• Task to carry out
Copy each line of the following material that has the string "エネオス".

• Source material
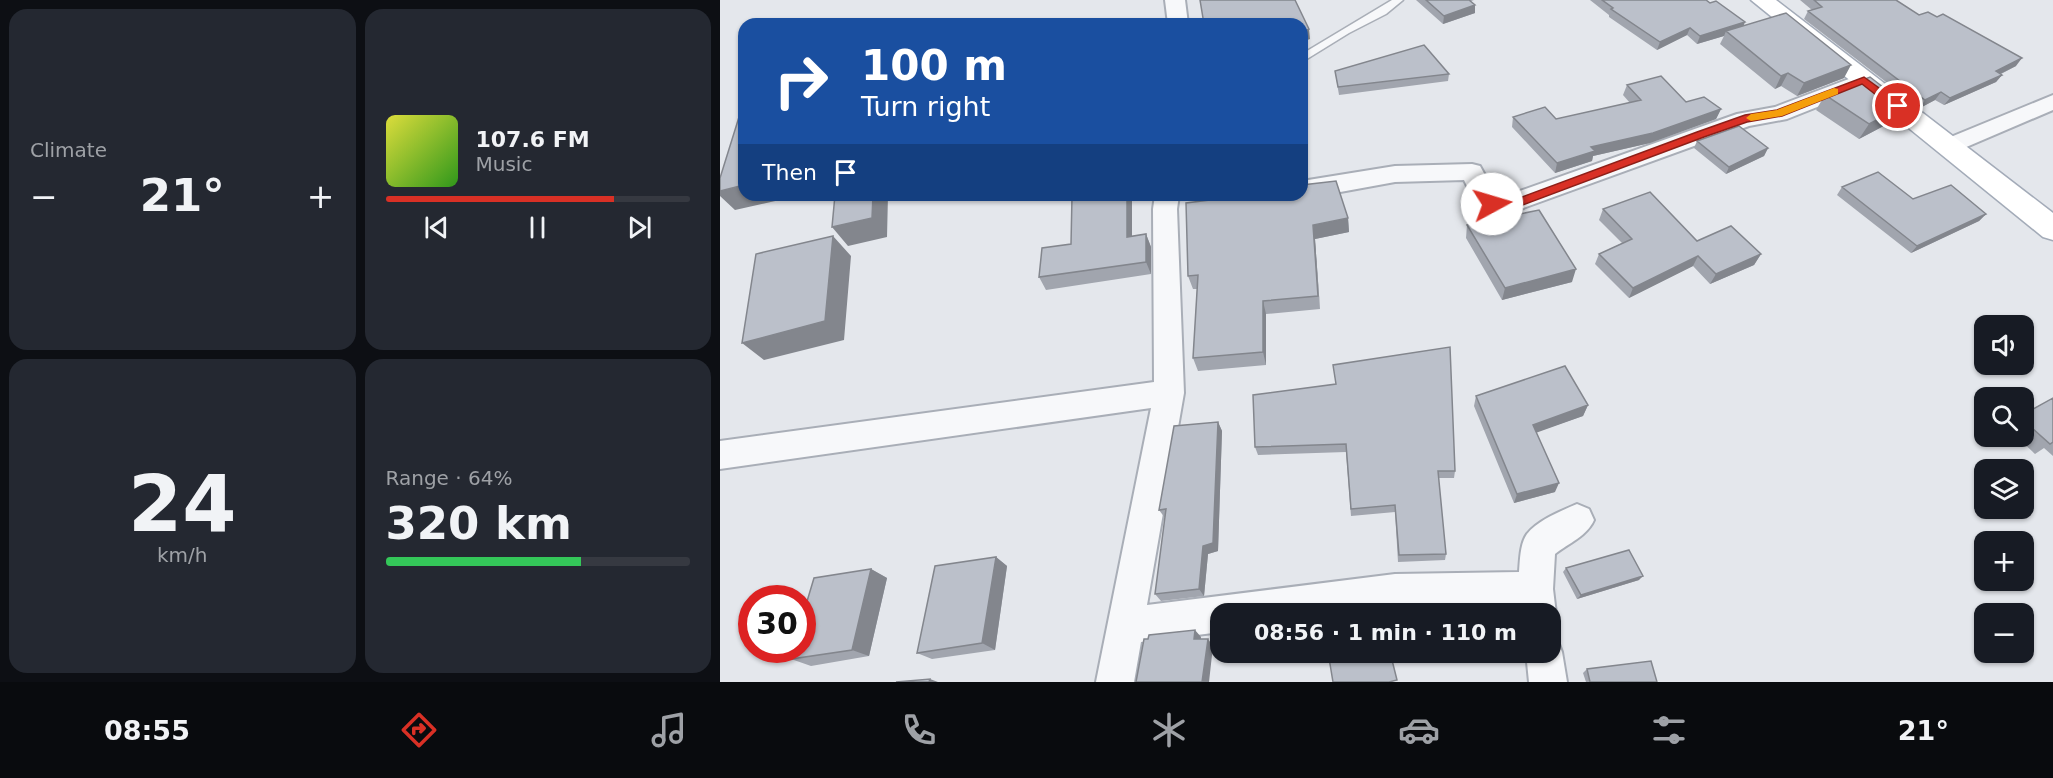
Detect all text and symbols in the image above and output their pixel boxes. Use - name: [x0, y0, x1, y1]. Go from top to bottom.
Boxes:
- text: 100 m: [861, 41, 1007, 90]
- icon: right: [762, 42, 840, 120]
- pin: [1872, 80, 1923, 131]
- icon: arrive: [1881, 89, 1914, 122]
- text: Turn right: [861, 91, 990, 122]
- text: 107.6 FM: [476, 127, 590, 152]
- text: Climate: [30, 138, 107, 162]
- text: Music: [476, 152, 532, 176]
- icon: arrive: [829, 156, 862, 189]
- text: Then: [762, 160, 817, 185]
- text: 21°: [140, 169, 225, 222]
- position arrow: [1460, 172, 1524, 236]
- text: −: [30, 177, 58, 216]
- text: +: [307, 177, 335, 216]
- icon: previous: [420, 211, 453, 244]
- icon: pause: [521, 211, 554, 244]
- icon: next: [623, 211, 656, 244]
- map controls: [1974, 315, 2034, 663]
- button: sound: [1974, 315, 2034, 375]
- button: search: [1974, 387, 2034, 447]
- text: 24: [128, 459, 237, 549]
- button: layers: [1974, 459, 2034, 519]
- text: Range · 64%: [386, 466, 512, 490]
- text: 320 km: [386, 497, 572, 550]
- button: +: [1974, 531, 2034, 591]
- text: km/h: [157, 543, 207, 567]
- speed limit sign: 30: [738, 585, 816, 663]
- button: −: [1974, 603, 2034, 663]
- text: 08:56 · 1 min · 110 m: [1254, 620, 1517, 645]
- icon: directions: [398, 709, 440, 751]
- icon: music: [648, 709, 690, 751]
- icon: phone: [898, 709, 940, 751]
- icon: climate: [1148, 709, 1190, 751]
- icon: car: [1398, 709, 1440, 751]
- icon: filters: [1648, 709, 1690, 751]
- text: 08:55: [104, 715, 190, 746]
- text: 21°: [1898, 715, 1949, 746]

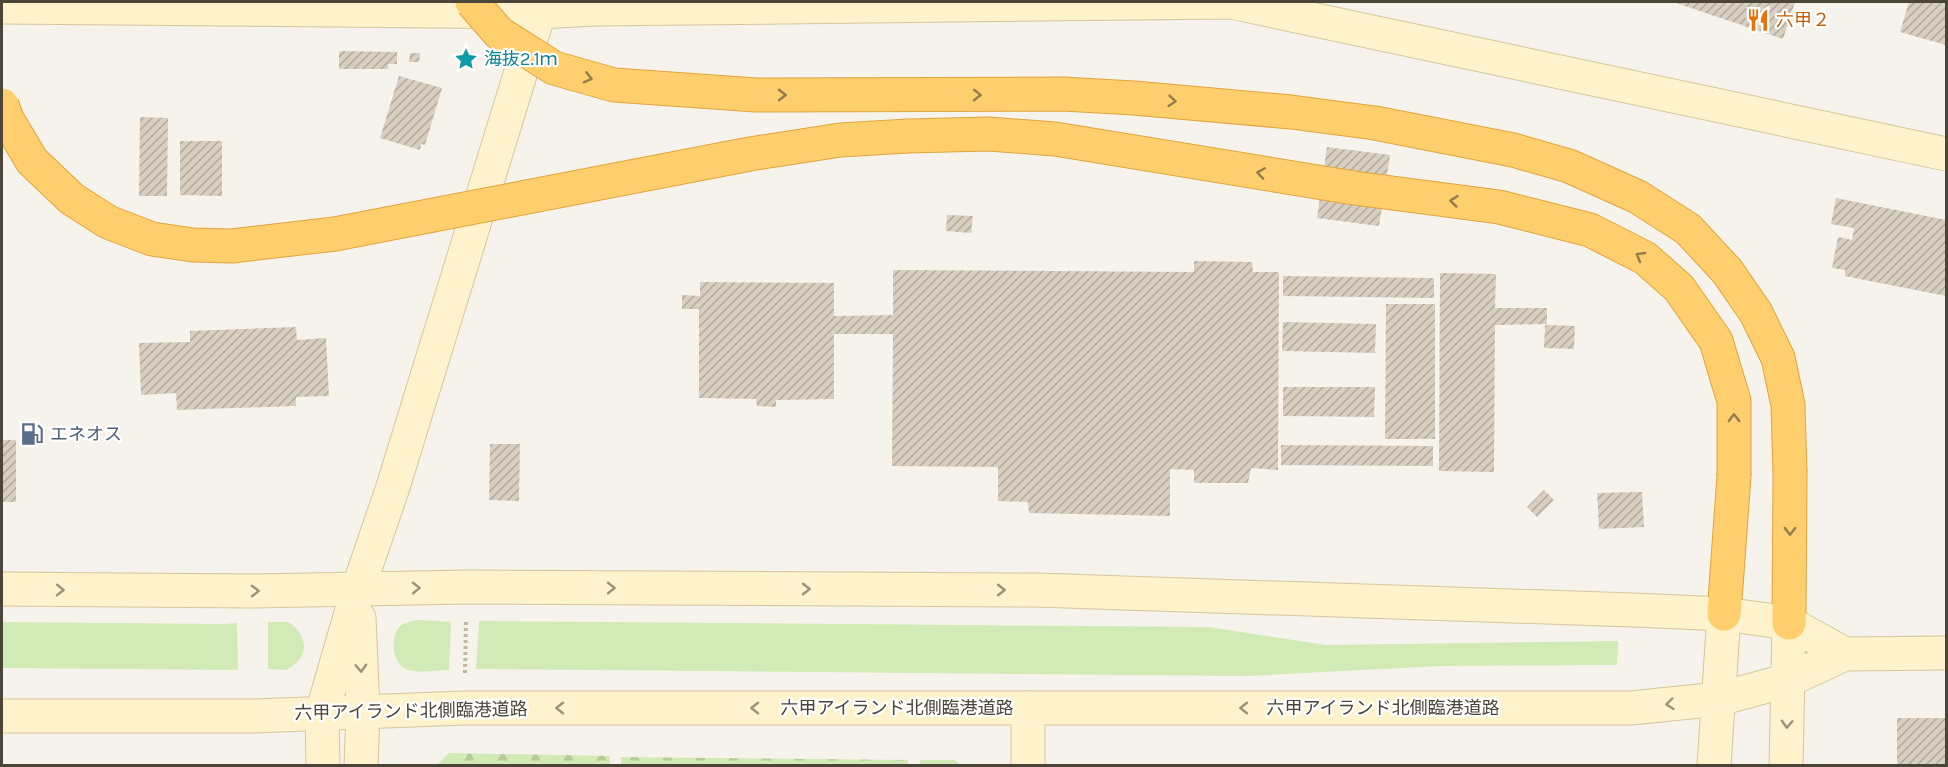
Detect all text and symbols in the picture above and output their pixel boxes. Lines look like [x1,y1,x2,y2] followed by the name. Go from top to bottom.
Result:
[1745,7,1771,33] restaurant icon: 六甲２
[1776,9,1830,31] place label: 六甲２
[453,46,479,72] place icon: 海抜2.1ｍ
[484,48,558,70] place label: 海抜2.1ｍ
[583,70,593,83] one-way arrow
[777,89,786,101] one-way arrow
[972,89,981,102] one-way arrow
[1167,94,1176,107] one-way arrow
[1257,167,1267,180] one-way arrow
[1450,195,1459,208] one-way arrow
[1636,251,1646,263] one-way arrow
[1728,413,1740,422] one-way arrow
[19,421,45,447] fuel station icon: エネオス
[50,423,122,445] place label: エネオス
[1784,527,1796,536] one-way arrow
[412,582,421,594] one-way arrow
[607,582,616,594] one-way arrow
[802,583,811,595] one-way arrow
[55,584,64,596] one-way arrow
[997,584,1006,596] one-way arrow
[250,585,259,597] one-way arrow
[355,664,367,673] one-way arrow
[780,697,1014,719] street label: 六甲アイランド北側臨港道路
[1266,697,1500,719] street label: 六甲アイランド北側臨港道路
[1666,697,1675,710] one-way arrow
[294,698,528,724] street label: 六甲アイランド北側臨港道路
[556,702,565,714] one-way arrow
[751,702,760,714] one-way arrow
[1240,702,1249,714] one-way arrow
[1781,719,1794,728] one-way arrow

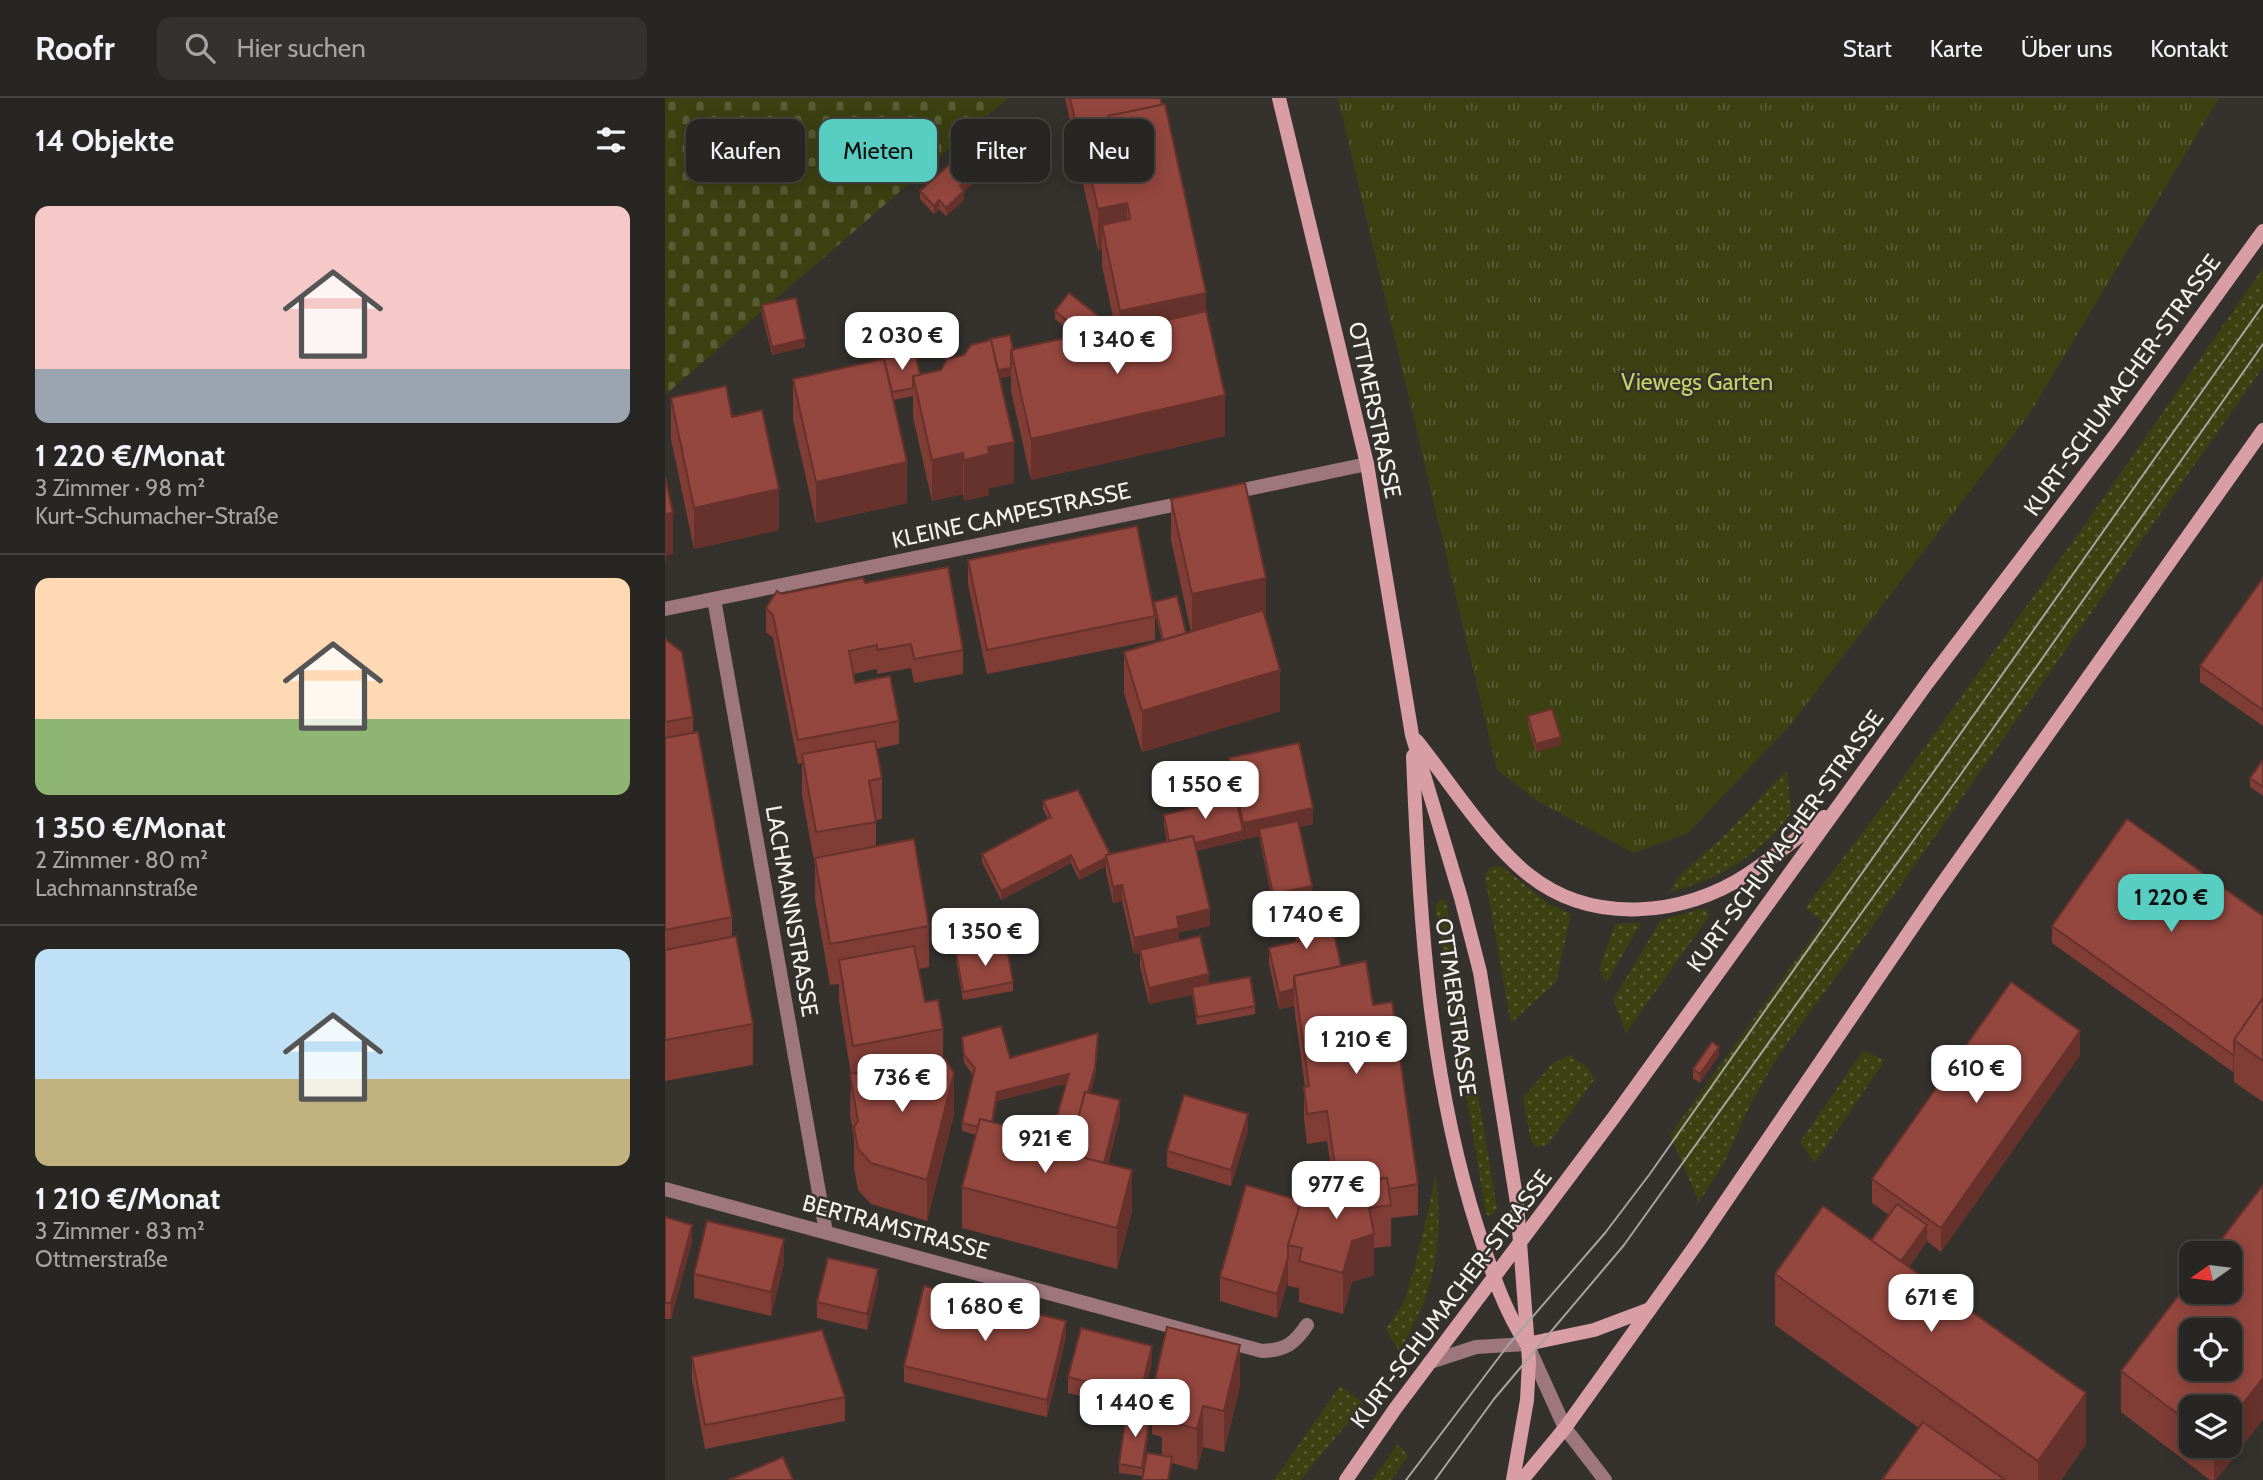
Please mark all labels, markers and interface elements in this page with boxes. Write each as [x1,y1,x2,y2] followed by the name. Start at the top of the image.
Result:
[157,17,647,80] search box
[35,28,115,68] text: Roofr
[181,29,219,67] icon: search
[237,32,366,64] text: Hier suchen
[1843,34,1892,63] text: Start
[1930,34,1983,63] text: Karte
[2021,34,2112,63] text: Über uns
[2150,34,2228,63] text: Kontakt
[686,119,805,182] chip: Kaufen
[819,119,937,182] chip: Mieten
[951,119,1050,182] chip: Filter
[1064,119,1154,182] chip: Neu
[592,121,630,159] icon: filters
[35,122,174,159] text: 14 Objekte
[2018,249,2226,521] street label: KURT-SCHUMACHER-STRASSE
[270,251,396,377] icon: home
[837,313,967,372] pin: 2 030 €
[1052,316,1182,376] pin: 1 340 €
[1343,319,1407,501] street label: OTTMERSTRASSE
[861,321,943,349] text: 2 030 €
[1079,325,1155,353] text: 1 340 €
[1621,368,1773,396] park label: Viewegs Garten
[35,437,225,474] text: 1 220 €/Monat
[35,474,205,502] text: 3 Zimmer · 98 m²
[889,476,1133,554] street label: KLEINE CAMPESTRASSE
[35,502,278,530] text: Kurt-Schumacher-Straße
[270,623,396,749] icon: home
[1681,705,1889,977] street label: KURT-SCHUMACHER-STRASSE
[1140,762,1270,821] pin: 1 550 €
[1168,770,1242,798] text: 1 550 €
[760,803,824,1019] street label: LACHMANNSTRASSE
[35,809,226,846] text: 1 350 €/Monat
[35,846,208,874] text: 2 Zimmer · 80 m²
[35,874,198,902] text: Lachmannstraße
[2106,874,2236,934] pin: 1 220 €
[2134,883,2208,911] text: 1 220 €
[1241,892,1371,951] pin: 1 740 €
[1268,900,1344,928] text: 1 740 €
[920,908,1050,968] pin: 1 350 €
[1430,916,1482,1098] street label: OTTMERSTRASSE
[948,917,1022,945] text: 1 350 €
[270,994,396,1120] icon: home
[1291,1016,1421,1076] pin: 1 210 €
[1321,1025,1391,1053] text: 1 210 €
[1927,1046,2025,1105] pin: 610 €
[853,1054,951,1114] pin: 736 €
[1947,1054,2005,1082] text: 610 €
[874,1063,930,1091] text: 736 €
[996,1116,1094,1175] pin: 921 €
[1018,1124,1072,1152] text: 921 €
[1287,1162,1385,1221] pin: 977 €
[1345,1164,1557,1434] street label: KURT-SCHUMACHER-STRASSE
[1308,1170,1364,1198] text: 977 €
[35,1180,220,1217] text: 1 210 €/Monat
[799,1189,993,1265] street label: BERTRAMSTRASSE
[35,1217,205,1245] text: 3 Zimmer · 83 m²
[2179,1241,2242,1304] north arrow
[2179,1241,2242,1458] map controls
[35,1245,168,1273] text: Ottmerstraße
[1882,1274,1980,1334] pin: 671 €
[1904,1283,1958,1311] text: 671 €
[920,1284,1050,1343] pin: 1 680 €
[947,1292,1023,1320] text: 1 680 €
[2179,1318,2242,1381] button: locate
[1070,1380,1200,1439] pin: 1 440 €
[1096,1388,1174,1416] text: 1 440 €
[2179,1395,2242,1458] button: layers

• Written answer
[19,421,45,447] fuel station icon: エネオス
[50,423,122,445] place label: エネオス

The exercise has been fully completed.